──…そのまま多賀谷くんに送って貰って帰って来た家。
部屋に入った瞬間、ソウくんが私を見る。
「…ねえ美恋、さっきまで何してたの?」
「え?」
ドキリと嫌な心臓の音が鳴り響いた。
…まさか。バレてるわけ、ないよね。
「何もしてないよ。それよりソウくんは何してたの?」
笑顔で取り繕うと、ソウくんはそっか、とだけ返して、いつも通り微笑んでくれる。
その日はその一瞬の会話で済んだ、んだけど──…。
「…最近美恋、変だよ」
多賀谷くんに告白されてから、数日。
今日も多賀谷くんに送って貰ってしまった私は、部屋に入った瞬間にソウくんに問い詰められていた。

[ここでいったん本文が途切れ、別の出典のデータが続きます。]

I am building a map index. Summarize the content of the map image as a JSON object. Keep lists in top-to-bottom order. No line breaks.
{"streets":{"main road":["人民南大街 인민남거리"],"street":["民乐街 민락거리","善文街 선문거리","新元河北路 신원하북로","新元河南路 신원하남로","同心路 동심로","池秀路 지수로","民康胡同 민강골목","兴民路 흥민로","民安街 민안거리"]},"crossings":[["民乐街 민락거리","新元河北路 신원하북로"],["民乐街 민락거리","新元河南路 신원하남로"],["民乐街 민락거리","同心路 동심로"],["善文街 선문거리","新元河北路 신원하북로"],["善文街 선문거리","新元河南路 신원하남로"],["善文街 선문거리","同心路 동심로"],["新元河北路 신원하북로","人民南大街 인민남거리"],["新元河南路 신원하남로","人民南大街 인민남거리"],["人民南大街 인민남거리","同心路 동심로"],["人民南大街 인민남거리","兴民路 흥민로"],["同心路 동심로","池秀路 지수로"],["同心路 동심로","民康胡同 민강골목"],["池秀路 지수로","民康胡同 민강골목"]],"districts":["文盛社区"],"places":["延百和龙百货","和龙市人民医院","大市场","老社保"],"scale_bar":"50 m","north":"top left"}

「美恋は俺のカノジョだよね?美恋は俺のこと、愛してるんだろ?」
ふわりと茶色がかった猫っ毛が揺れる。
──…私の理想は、こんな風に柔らかい茶色がかった髪に、アーモンドみたいな茶色の瞳の男の子だったはずだ。
………なのに今は、どうしてもその容姿に心がときめかない。
多賀谷くんの黒い瞳と短い黒い髪が、脳裏にちらついて。
「……愛してる、よ」
そっとそっと嘘をつくと、ソウくんは一瞬、アンドロイドのように(アンドロイドなんだけど)表情を消した。